> ACTIVITY
Look through the entries below and report every line that has "ブルームーンカフェ".

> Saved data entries
▼

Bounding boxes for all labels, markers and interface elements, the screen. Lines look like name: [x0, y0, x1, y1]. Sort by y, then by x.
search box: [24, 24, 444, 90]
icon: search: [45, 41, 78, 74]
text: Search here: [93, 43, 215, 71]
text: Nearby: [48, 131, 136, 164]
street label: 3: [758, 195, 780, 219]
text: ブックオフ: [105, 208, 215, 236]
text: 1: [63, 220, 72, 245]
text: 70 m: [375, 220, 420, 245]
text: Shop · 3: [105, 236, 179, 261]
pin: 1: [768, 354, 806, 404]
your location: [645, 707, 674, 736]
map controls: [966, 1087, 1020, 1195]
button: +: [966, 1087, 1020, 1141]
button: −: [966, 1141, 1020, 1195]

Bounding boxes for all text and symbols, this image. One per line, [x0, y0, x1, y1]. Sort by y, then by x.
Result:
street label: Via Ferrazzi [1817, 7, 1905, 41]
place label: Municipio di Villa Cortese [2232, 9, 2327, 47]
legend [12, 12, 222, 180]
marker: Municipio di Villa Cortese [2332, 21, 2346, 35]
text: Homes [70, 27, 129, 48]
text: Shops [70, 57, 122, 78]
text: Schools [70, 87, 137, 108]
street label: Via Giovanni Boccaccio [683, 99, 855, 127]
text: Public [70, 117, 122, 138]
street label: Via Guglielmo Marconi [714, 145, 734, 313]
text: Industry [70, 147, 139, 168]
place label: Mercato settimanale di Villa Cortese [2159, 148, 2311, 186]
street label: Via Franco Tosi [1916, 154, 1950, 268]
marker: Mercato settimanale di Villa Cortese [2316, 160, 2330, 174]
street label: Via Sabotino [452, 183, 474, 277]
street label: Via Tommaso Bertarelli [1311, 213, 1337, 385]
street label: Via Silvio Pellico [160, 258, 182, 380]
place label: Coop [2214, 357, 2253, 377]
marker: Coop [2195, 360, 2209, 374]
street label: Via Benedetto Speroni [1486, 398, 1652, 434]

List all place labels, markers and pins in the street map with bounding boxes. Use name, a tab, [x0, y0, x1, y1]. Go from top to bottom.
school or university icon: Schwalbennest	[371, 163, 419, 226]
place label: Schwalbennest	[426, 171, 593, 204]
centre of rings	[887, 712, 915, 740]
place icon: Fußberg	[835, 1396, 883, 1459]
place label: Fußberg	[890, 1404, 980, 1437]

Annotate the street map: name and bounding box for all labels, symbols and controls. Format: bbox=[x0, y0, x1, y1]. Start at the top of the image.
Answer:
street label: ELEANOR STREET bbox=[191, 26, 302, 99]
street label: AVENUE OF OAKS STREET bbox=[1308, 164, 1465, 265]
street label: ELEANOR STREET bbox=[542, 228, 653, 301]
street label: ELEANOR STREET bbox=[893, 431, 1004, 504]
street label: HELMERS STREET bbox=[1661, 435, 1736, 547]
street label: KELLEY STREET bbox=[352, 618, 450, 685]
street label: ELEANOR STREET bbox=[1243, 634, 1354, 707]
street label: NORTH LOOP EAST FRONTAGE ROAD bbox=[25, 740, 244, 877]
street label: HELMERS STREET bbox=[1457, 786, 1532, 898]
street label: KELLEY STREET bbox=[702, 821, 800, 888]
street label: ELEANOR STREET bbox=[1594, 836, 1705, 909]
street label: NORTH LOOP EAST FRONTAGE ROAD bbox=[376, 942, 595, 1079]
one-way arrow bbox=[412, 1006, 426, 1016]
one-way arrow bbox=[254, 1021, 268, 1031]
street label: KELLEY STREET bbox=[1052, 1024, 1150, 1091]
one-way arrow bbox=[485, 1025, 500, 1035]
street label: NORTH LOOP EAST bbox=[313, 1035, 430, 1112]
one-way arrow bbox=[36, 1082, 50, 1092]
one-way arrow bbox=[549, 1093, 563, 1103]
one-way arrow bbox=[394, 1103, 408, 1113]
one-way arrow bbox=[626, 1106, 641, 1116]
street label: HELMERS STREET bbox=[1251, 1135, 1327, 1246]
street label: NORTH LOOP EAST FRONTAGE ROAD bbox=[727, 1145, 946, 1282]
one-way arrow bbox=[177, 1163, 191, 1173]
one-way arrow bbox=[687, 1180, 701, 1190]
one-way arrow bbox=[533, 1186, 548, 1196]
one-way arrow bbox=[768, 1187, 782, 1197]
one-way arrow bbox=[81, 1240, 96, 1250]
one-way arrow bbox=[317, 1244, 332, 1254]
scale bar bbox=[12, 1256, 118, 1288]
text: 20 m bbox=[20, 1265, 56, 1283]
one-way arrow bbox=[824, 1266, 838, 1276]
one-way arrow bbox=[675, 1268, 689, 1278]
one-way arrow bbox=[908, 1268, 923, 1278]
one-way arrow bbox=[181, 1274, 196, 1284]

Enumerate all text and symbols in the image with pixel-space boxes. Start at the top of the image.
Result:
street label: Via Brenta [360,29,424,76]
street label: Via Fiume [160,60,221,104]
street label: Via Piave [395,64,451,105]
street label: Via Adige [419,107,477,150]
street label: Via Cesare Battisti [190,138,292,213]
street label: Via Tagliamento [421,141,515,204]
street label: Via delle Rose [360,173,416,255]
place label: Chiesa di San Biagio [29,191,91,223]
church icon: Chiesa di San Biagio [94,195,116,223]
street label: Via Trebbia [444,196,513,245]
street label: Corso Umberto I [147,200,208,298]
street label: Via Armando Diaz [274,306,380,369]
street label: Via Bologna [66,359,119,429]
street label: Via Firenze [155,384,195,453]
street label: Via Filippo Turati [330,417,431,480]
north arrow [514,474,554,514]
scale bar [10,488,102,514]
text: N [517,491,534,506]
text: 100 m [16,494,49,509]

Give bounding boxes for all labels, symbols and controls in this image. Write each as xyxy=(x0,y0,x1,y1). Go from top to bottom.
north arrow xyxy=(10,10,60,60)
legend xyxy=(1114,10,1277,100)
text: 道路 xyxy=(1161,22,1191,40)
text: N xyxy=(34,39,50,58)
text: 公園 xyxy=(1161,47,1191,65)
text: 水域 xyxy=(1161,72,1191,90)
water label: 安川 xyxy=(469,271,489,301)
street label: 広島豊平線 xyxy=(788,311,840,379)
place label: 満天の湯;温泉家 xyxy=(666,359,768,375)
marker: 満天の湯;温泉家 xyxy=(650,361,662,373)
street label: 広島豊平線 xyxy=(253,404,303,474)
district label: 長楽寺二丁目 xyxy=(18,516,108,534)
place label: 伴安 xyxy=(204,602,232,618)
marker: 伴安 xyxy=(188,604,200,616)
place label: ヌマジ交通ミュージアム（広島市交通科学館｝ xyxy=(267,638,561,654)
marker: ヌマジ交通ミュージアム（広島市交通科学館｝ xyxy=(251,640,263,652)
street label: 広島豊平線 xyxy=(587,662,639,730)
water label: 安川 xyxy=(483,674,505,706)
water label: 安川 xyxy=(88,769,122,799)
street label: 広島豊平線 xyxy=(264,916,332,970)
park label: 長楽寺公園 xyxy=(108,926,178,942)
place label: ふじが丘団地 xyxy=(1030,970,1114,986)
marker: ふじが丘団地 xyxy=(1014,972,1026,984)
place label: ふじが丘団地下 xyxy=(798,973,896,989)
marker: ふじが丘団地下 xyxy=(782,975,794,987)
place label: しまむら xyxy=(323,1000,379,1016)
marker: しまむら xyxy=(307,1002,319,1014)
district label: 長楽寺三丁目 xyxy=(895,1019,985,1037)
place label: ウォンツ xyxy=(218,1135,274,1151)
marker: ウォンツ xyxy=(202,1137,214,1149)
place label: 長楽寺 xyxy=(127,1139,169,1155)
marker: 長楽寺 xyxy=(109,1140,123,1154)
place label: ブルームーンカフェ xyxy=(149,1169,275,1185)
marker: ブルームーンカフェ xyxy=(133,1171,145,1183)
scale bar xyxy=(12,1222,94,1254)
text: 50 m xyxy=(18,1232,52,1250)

▲

> RESPONSE TO THE TASK
place label: ブルームーンカフェ xyxy=(149,1169,275,1185)
marker: ブルームーンカフェ xyxy=(133,1171,145,1183)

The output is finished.